As a single father who works mostly from home, it’s an interruption I look forward to. On video calls with colleagues who work around the world, I will sometimes put Omie on my lap and introduce him.

But this time I wasn’t on a video call. I didn’t know who he was referring to until I glanced at my screen: It was displaying an ultrarealistic avatar with animated mouth movements, part of a project to create A.I. actors with their own personalities and performance styles. Omie had assumed it was a new co-worker.

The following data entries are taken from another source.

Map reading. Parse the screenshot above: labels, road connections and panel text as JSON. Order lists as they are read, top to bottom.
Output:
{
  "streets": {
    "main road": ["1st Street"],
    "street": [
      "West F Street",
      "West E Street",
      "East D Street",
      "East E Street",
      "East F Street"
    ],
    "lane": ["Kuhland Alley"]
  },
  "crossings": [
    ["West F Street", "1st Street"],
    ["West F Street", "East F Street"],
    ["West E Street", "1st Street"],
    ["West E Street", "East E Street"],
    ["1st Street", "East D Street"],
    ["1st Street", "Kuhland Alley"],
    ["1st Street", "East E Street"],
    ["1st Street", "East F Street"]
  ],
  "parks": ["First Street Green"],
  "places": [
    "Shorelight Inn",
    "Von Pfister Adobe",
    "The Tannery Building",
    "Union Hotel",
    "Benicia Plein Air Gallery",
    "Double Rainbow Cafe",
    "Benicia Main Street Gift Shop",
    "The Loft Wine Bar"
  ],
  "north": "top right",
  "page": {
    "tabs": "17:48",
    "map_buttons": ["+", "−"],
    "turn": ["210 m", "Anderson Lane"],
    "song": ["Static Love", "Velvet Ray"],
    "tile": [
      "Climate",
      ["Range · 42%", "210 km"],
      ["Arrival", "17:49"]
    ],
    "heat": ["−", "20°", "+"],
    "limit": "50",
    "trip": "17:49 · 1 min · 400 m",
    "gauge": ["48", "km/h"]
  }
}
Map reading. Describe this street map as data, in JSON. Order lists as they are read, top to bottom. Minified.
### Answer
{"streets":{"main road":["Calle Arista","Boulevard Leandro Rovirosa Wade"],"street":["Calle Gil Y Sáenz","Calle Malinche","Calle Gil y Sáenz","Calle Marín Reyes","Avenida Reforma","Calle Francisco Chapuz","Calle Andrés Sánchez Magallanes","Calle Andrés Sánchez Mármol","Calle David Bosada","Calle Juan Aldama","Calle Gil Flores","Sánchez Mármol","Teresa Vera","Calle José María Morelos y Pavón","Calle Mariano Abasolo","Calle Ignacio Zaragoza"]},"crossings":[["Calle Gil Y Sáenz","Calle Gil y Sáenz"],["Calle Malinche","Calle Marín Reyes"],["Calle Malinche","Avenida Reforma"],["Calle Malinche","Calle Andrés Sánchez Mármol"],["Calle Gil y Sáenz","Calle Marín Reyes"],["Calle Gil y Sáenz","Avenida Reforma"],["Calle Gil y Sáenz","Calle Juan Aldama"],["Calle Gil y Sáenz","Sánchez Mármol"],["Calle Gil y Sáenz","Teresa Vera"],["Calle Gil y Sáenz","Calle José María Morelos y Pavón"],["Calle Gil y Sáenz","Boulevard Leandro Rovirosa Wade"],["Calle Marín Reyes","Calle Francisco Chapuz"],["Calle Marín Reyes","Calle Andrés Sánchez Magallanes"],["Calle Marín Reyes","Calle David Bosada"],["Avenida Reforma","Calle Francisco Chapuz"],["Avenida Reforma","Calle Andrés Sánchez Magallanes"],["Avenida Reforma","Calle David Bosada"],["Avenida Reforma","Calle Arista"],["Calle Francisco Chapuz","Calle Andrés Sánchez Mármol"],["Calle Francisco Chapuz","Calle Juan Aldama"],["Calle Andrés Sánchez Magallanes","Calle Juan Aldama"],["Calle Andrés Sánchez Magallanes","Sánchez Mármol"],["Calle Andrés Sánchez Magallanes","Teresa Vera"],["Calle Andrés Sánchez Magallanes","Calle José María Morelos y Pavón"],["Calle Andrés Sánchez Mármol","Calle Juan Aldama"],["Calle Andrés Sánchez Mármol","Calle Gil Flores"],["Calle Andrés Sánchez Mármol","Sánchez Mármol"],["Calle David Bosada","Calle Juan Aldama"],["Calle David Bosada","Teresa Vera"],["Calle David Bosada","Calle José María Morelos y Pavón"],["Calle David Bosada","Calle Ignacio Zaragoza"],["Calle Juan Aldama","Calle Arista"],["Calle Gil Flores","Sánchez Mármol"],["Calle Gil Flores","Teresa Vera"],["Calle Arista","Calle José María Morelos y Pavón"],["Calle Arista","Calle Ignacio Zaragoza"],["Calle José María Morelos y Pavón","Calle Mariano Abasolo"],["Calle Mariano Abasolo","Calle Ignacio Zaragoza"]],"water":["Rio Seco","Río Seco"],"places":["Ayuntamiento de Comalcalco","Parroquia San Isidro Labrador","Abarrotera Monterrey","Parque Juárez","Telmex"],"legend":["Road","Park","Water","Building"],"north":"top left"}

I’ve been thinking about that moment ever since. I’m a developer who has led several A.I. projects, including Google’s LaMDA, a conversational large language model that preceded Gemini. I think these technologies are important because they can ultimately help us solve some problems more quickly, allowing us to focus more of our time and energy on bigger priorities, professional and personal alike.

Yet even I have trepidations about what kind of future my son will grow up in as A.I. progresses. And I am far from alone: In a recent survey, 61 percent of parents said they worry that the increasing use of A.I. will harm students’ critical thinking skills. Will using large language models (which power tools like ChatGPT) hurt children’s development, or will not using them hinder their future employment prospects?

The future is uncertain, but by fostering critical thinking and creative flexibility in our children now, I think we can help prepare them for a future with A.I.

Someone recently asked me if I will let Omie use ChatGPT when he is old enough to operate a keyboard. As a father, I agree with the concerns that large language models tend to short-circuit a child’s thinking processes with easy, unearned answers. The instant gratification doesn’t encourage children to solve problems or take pleasure in difficult tasks. I further worry about the social effects of A.I. on them, when a child’s peers and mentors are no longer just their classmates and teachers, but also automated companions and perfectly engineered online personas.

Still, many students are already using tools like ChatGPT. Data suggests that the vast majority of university students worldwide regularly do so. It is inevitable that children like my son will be exposed to these tools and encouraged to use them in some way.

I do think I will allow my son to use ChatGPT and similar tools at some point. But when I do, I plan to show him how to fact-check the sources the A.I. has provided, and make sure he understands that computers often “learn” the wrong thing from online sources.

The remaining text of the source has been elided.